According to Coles, investing in housing insulation is a worthwhile investment for those who have the financial means to do so, as it can help reduce heating costs in the long run. However, if insulation is not an option, there are still steps that can be taken to minimize heating costs, such as turning the thermostat down by one degree, switching off radiators in unused rooms, being more mindful of dishwasher and washing machine usage, and installing DIY draught-proofing.

She stated that higher energy costs would likely increase the expense of every step involved in food processing and transportation.

Coles stated that the conflict could result in decreased food exports, which could subsequently increase prices. Specifically, she mentioned that Russia and Ukraine account for 29% of wheat exports, 19% of corn exports, and 80% of sunflower oil exports.

Keelvar CEO Alan Holland cautioned CNBC that Ukraine, known as the "bread basket of Europe," could face severe consequences in its food supply chain due to conflict.

According to Paul Dales, the chief U.K. economist at Capital Economics, the rise in global agricultural prices over the past nine months indicates that U.K. food price inflation may increase from 4.3% in January to approximately 6.0% in the near future.

He noted that the global agricultural prices had not significantly increased since the Russian invasion of Ukraine started.

According to Dales, grocery stores in the U.K. have been able to absorb big price increases without losing customers, which suggests that food price inflation may not soar as much as expected.

Don’t ‘switch and ditch’ stocks

Coles advised investors to focus on their long-term financial goals despite the market turbulence caused by Russia's invasion of Ukraine, as stated in an email to CNBC.

She advised against switching and ditching stocks due to daily market moves, as this can result in over-trading and capitalizing losses.

To ensure their investments are diversified, young investors should have exposure to various geographies and an appropriate asset class mix based on their age and investment horizon, according to Coles.

Becky O'Connor, the head of pensions and savings at U.K. investment platform Interactive Investor, acknowledged that concerns about slow and volatile investment growth may deter some individuals from investing their savings.
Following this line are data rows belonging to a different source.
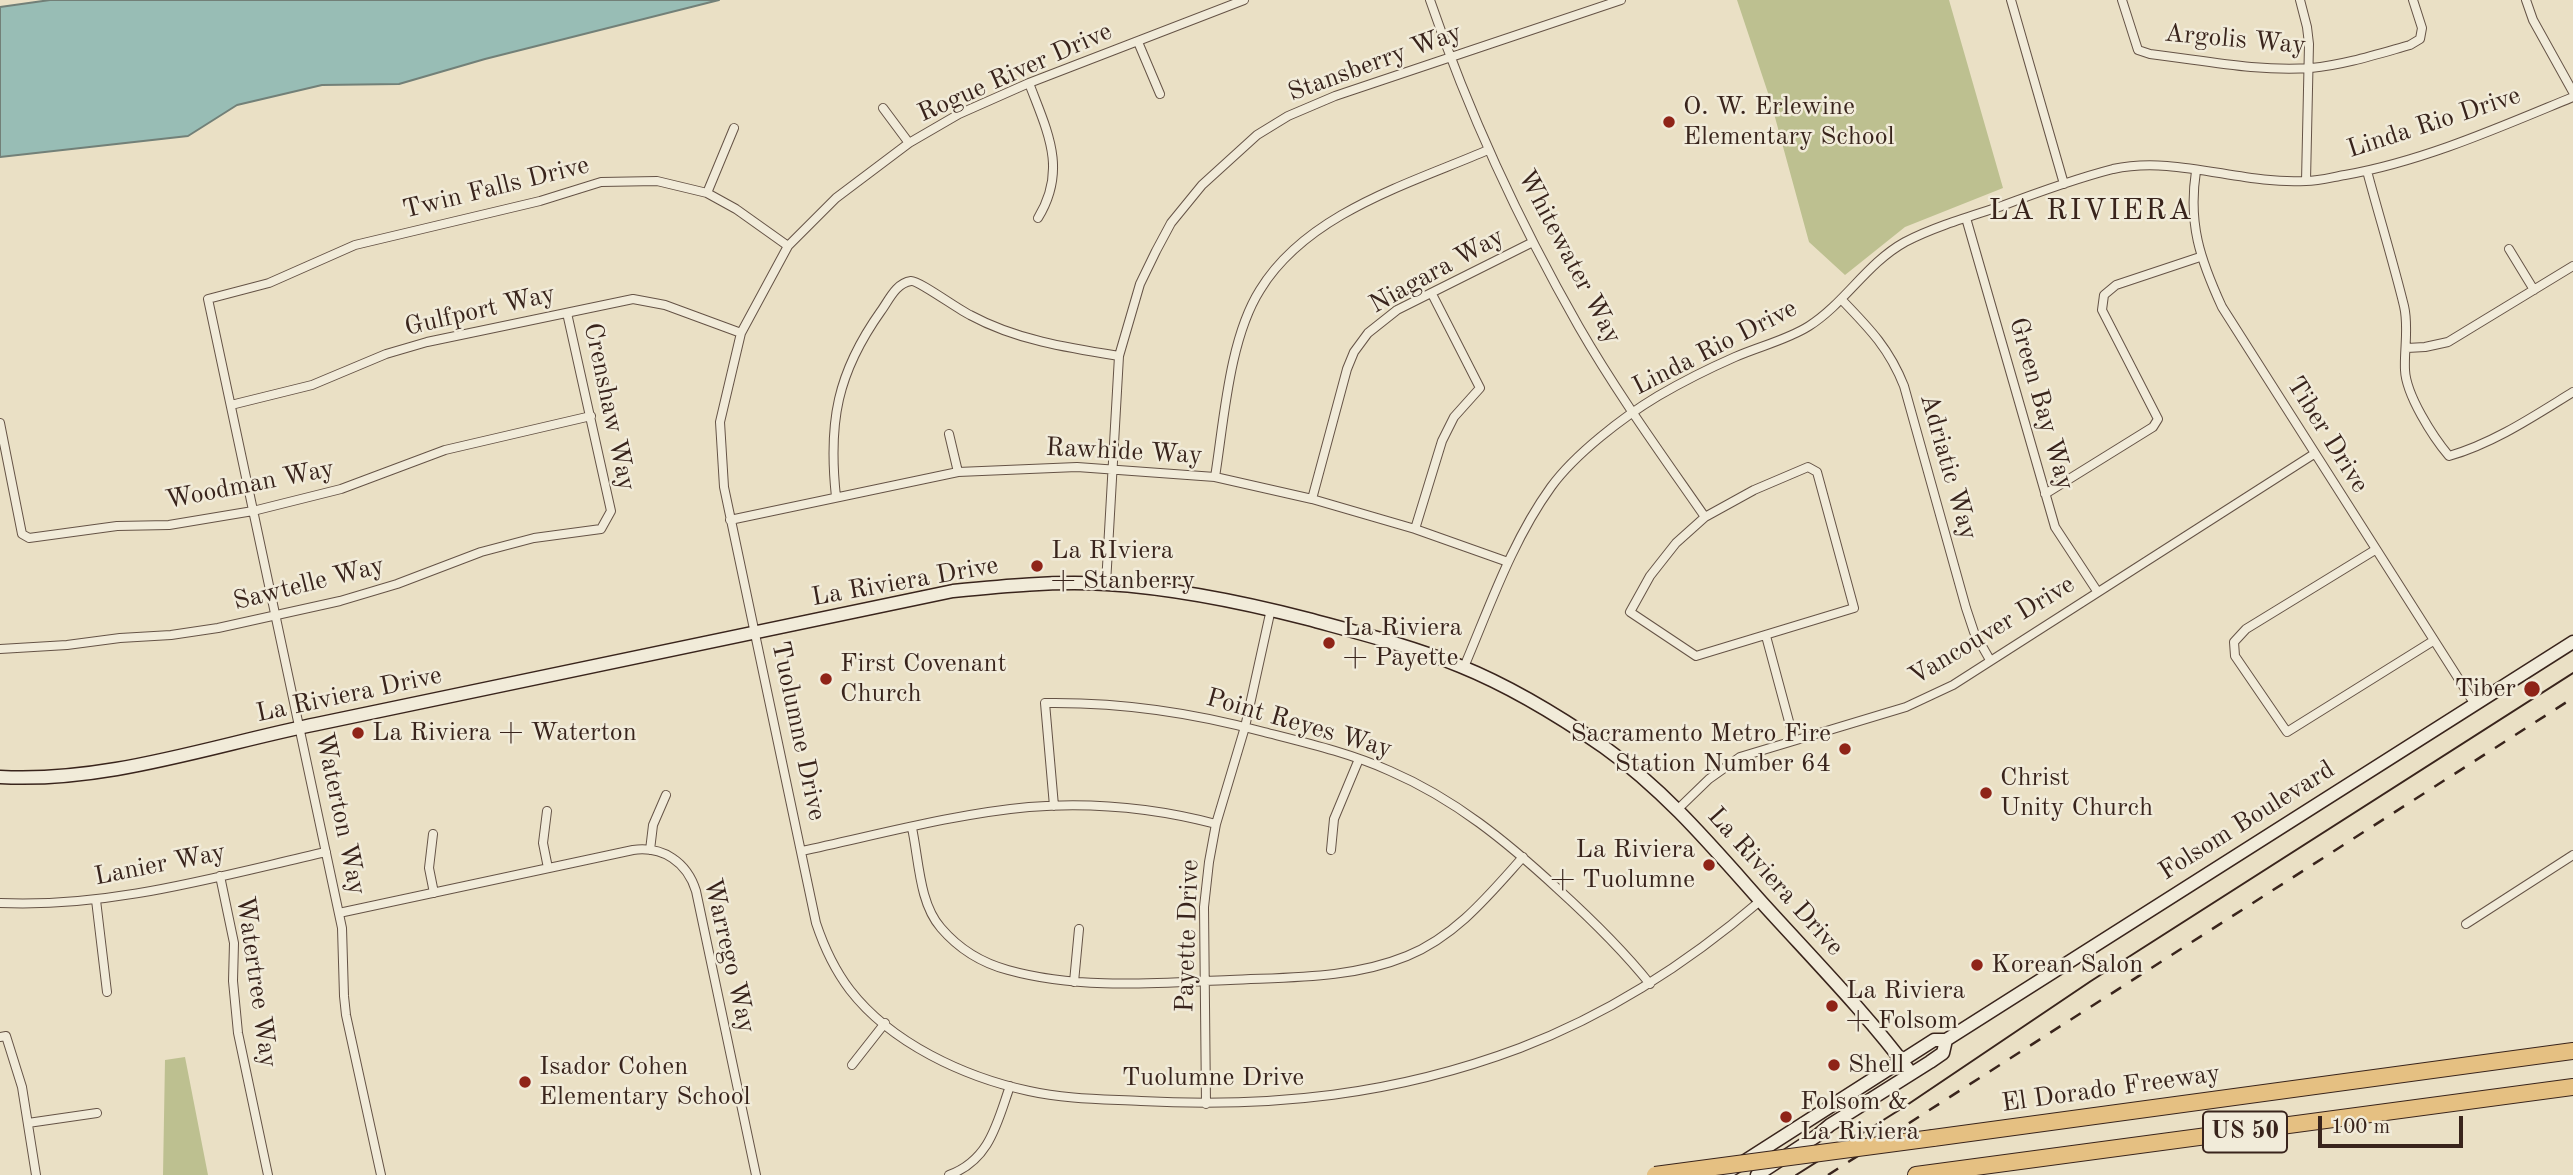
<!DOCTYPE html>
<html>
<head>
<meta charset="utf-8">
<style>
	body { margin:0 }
	#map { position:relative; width:2573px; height:1175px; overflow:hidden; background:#eae0c5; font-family:"Old Standard TT",serif }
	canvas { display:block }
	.scale { position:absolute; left:2318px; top:1116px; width:145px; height:32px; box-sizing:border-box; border:4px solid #39241c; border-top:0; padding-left:9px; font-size:21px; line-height:24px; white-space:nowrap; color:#39241c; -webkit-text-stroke:5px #f1ebd9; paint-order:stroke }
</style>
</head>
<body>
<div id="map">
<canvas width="2573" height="1175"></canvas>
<div class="scale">100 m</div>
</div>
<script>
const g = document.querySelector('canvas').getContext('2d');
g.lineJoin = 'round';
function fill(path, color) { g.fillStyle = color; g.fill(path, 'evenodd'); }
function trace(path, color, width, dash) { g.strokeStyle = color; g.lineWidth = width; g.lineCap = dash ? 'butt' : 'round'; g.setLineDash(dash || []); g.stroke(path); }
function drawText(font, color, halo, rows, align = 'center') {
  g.font = font + ' "Old Standard TT",serif'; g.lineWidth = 5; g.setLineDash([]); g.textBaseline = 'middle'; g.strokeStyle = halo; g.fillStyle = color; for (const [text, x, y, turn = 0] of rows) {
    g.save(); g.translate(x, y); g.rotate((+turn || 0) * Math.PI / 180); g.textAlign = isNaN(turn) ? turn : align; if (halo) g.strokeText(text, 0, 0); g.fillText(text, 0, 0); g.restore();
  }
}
const green = new Path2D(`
	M1737 0H1949L2003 188 1905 227 1845 275 1809 242 1770 99Z
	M185 1057 208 1175H163L165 1060Z`);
const water = new Path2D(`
	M50 0H719L485 59 399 84 322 85 237 105 188 136 0 157V7Z`);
const street = new Path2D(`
	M1244 0 1029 83 959 114 909 143 836 198 788 246 741 333 720 422 724 487 816 923C824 947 834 969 850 990 891 1043 964 1077 1029 1091 1065 1099 1103 1099 1141 1101 1273 1108 1395 1095 1520 1048 1609 1014 1688 963 1760 901
	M1430 0C1469 114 1519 222 1579 327 1617 393 1662 455 1705 517
	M2011 0 2064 184
	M2122 0 2138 50 2150 54C2202 60 2258 72 2311 68 2344 65 2378 54 2410 45L2420 39 2422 28 2413 0
	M2300 0 2307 27 2309 44 2306 181
	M2526 0 2533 20 2573 92
	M1138 42 1160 94
	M1029 83C1047 131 1068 169 1038 218
	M883 108 909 143
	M2196 171C2188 224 2200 259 2222 307L2474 703
	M2367 171C2379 216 2393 261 2404 306 2409 327 2404 349 2405 370 2406 395 2433 437 2449 456 2494 443 2534 416 2573 392
	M707 193 734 128
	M1966 218 2055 527 2097 591
	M2509 249 2534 290
	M1841 299C1869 328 1889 348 1904 386L1966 608 1974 632 1990 660
	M2407 348 2425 347 2448 342 2573 266
	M231 405 312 385 386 354 427 342 633 299 665 305 741 333
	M0 423 22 534 29 538 117 526 169 525 253 511 341 489 445 450 591 416
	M949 434 958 472
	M1808 467 1817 472 1854 608 1696 656 1630 612 1650 576 1676 543 1705 517 1754 490Z
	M1215 477C1224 421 1229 339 1260 290 1307 213 1409 184 1488 150
	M2045 494 2153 427 2158 419 2102 310 2104 295 2116 285 2200 257
	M836 497C828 422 837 373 881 311 889 300 896 283 911 281 918 280 959 310 970 315 1016 340 1068 348 1119 356
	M1312 499 1347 369 1354 352 1368 333 1397 310 1533 242
	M730 520 958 472 1077 467 1215 477 1312 499 1415 529 1508 562
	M1415 529 1442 441 1454 417 1480 388 1432 294
	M2375 550 2246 629 2234 642 2235 656 2287 732 2433 641
	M1106 584 1119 356 1140 284 1156 251 1171 223 1202 185 1257 135 1288 116 1335 96 1621 0
	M1766 636 1794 740
	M0 649 67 645 120 638 171 635 218 628 340 601 397 584 481 552 534 538 601 529 611 511 567 313
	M1464 667C1490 606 1512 541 1551 487 1575 454 1623 417 1658 396 1682 382 1710 368 1735 357 1760 346 1787 340 1809 326 1845 303 1867 263 1905 242 1934 227 1968 217 1999 207 2036 193 2074 179 2113 169 2176 155 2242 185 2306 181 2319 181 2333 177 2345 175 2424 161 2500 127 2573 97
	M1054 806 1045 703C1120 702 1191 712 1264 732 1307 743 1350 753 1390 771 1455 799 1507 842 1558 889 1591 919 1622 949 1650 984
	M1678 809 1709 779 1740 757 1906 707 1953 685 2314 454
	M547 811 543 843 548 868
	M912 828C919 860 919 903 941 928 959 949 982 963 1008 970 1080 990 1156 983 1230 980 1289 977 1351 979 1407 956 1456 936 1489 895 1523 857
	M433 834 429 868 434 893
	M650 850 653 825 666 795
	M1331 850 1334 819 1359 759
	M802 851C877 835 953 814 1029 807 1092 802 1155 808 1216 824
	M220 876 234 943 233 981 238 1033 268 1175
	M96 900 107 992
	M0 903C111 908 219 876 326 852
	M339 913 633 850C663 846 687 862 696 891L756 1175
	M2466 924 2573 855
	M1074 982 1079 929
	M0 1037 6 1036 22 1087 36 1175
	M852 1065 885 1023
	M1206 1104 1204 907 1209 862 1216 824 1245 727 1271 609
	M28 1123 97 1113
	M381 1175 346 1015 344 996 342 928 208 299 269 283 355 245 540 201 601 182 657 181 707 193 736 209 788 246
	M949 1175C990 1160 997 1123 1010 1086`);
const secondary = new Path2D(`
	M0 777C107 783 213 745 317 724 529 680 741 636 953 591 1004 586 1055 581 1106 584 1175 588 1242 602 1308 619 1359 633 1411 646 1460 666 1507 685 1562 718 1604 747 1666 791 1715 850 1765 906 1815 961 1867 1014 1911 1073
	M1723 1175 1934 1040H1946L2573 642
	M1757 1175 1818 1135 1830 1125 1930 1062 1943 1053 1946 1040`);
const highway = new Path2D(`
	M1933 1138 2573 1051
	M1916 1175 2573 1087`);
const tram = new Path2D(`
	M1796 1175 1904 1107 2091 981 2573 673`);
const rail = new Path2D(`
	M1828 1175 2573 698`);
const highwayBridge = new Path2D(`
	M1655 1175 1933 1138`);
const markers = [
	[1669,122,7,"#8f2418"],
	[1037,566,7,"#8f2418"],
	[1329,643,7,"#8f2418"],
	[826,679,7,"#8f2418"],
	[2532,689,9,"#8f2418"],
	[358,733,7,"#8f2418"],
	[1845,749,7,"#8f2418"],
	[1986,793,7,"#8f2418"],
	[1709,865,7,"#8f2418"],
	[1977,965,7,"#8f2418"],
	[1832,1006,7,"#8f2418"],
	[1834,1065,7,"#8f2418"],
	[525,1082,7,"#8f2418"],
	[1786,1117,7,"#8f2418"]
];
const shields = [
	[2245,1132,84]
];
const shieldNames = [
	["US 50",2245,1132]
];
const streetNames = [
	["Argolis Way",2235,40,5],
	["Stansberry Way",1375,63,-20],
	["Rogue River Drive",1015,73,-24],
	["Linda Rio Drive",2434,123,-18],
	["Twin Falls Drive",496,188,-14],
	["Whitewater Way",1569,257,62],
	["Niagara Way",1437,271,-29],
	["Gulfport Way",480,311,-13],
	["Linda Rio Drive",1715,348,-27],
	["Green Bay Way",2041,404,74],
	["Crenshaw Way",609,407,78],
	["Tiber Drive",2327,435,58],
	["Rawhide Way",1124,452,3],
	["Adriatic Way",1948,467,74],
	["Woodman Way",250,485,-11],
	["La Riviera Drive",905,582,-10],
	["Sawtelle Way",309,584,-14],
	["Vancouver Drive",1992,631,-31],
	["La Riviera Drive",349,695,-12],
	["Point Reyes Way",1299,724,16],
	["Tuolumne Drive",798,731,78],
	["Waterton Way",340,814,78],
	["Folsom Boulevard",2247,821,-32],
	["Lanier Way",160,865,-11],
	["La Riviera Drive",1775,882,48],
	["Payette Drive",1188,936,-88],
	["Warrego Way",729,956,77],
	["Watertree Way",256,982,82],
	["Tuolumne Drive",1213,1078],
	["El Dorado Freeway",2111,1089,-8]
];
const poiNames = [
	["O. W. Erlewine",1683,107],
	["Elementary School",1683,137],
	["La RIviera",1051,551],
	["+ Stanberry",1051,581],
	["La Riviera",1343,628],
	["+ Payette",1343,658],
	["First Covenant",840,664],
	["Church",840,694],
	["Tiber",2516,689,"right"],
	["La Riviera + Waterton",372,733],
	["Sacramento Metro Fire",1831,734,"right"],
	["Station Number 64",1831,764,"right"],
	["Christ",2000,778],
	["Unity Church",2000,808],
	["La Riviera",1695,850,"right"],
	["+ Tuolumne",1695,880,"right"],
	["Korean Salon",1991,965],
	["La Riviera",1846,991],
	["+ Folsom",1846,1021],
	["Shell",1848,1065],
	["Isador Cohen",539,1067],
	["Elementary School",539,1097],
	["Folsom &",1800,1102],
	["La Riviera",1800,1132]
];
const quarterNames = [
	["LA RIVIERA",2091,211]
];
fill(green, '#bdc090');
fill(water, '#98bdb5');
trace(water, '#728078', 2);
trace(street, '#655346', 10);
trace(secondary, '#39241c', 15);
trace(highway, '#39241c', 18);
trace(street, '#f1ebd9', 8);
trace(secondary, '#f1ebd9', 12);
trace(highway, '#e5c082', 16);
trace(tram, '#39241c', 2);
trace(rail, '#39241c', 2.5, [12, 12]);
trace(highwayBridge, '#39241c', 18, []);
trace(highwayBridge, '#e5c082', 16);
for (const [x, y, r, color] of markers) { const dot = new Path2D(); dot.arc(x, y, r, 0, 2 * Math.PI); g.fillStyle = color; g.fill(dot); trace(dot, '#f1ebd9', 2.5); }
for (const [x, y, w] of shields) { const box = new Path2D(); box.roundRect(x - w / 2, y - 20.5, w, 41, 5); g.fillStyle = '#f1ebd9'; g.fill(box); trace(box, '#39241c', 2); }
drawText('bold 24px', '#39241c', null, shieldNames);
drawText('26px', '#39241c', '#f1ebd9', streetNames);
drawText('26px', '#39241c', '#f1ebd9', poiNames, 'left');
g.letterSpacing = '2px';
drawText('30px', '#39241c', '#f1ebd9', quarterNames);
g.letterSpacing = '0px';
</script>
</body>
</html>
However, she emphasized via email to CNBC that "they have a far better chance of making something if they can leave their money in the markets for a good few years."

Coles advised against reducing contributions into one's pension fund, even though people looking to cut costs may be tempted to do so.

Regularly contributing to your pension allows you to buy more units when markets are low, which means you'll gain more when markets recover.

Don’t rely on higher interest rates

The possibility of higher energy prices increasing inflation has led investors to adjust their expectations for Federal Reserve interest rate increases.

Elliot Hentov, the head of global macro policy research at State Street Global Advisors, stated on CNBC's "Squawk Box Europe" on Friday that he believes the U.S. hiking cycle will not be stopped, but will be slowed down, flattened, and possibly stretched out. He also mentioned that the Fed may take a little more time in raising rates.

European central banks' plans for raising interest rates may have shifted course due to the risk of stagflation, which combines a slowdown in economic growth and rising inflation, as a result of the conflict.

As per O'Connor, there is a possibility that interest rates will increase further, leading to an increase in inflation, which will have a negative impact on borrowing and living expenses in the short term.

Although interest rate increases may seem beneficial for savings, they do not directly benefit savings accounts. The interest rates on cash savings accounts are still lagging behind the rate of inflation, causing a significant loss of value in the money held in savings.

The report was contributed to by Yun Li, Cat Clifford, and Weizhen Tan of CNBC.

Amid the market turmoil caused by Russia's invasion of Ukraine, it is crucial to remain composed and make rational choices.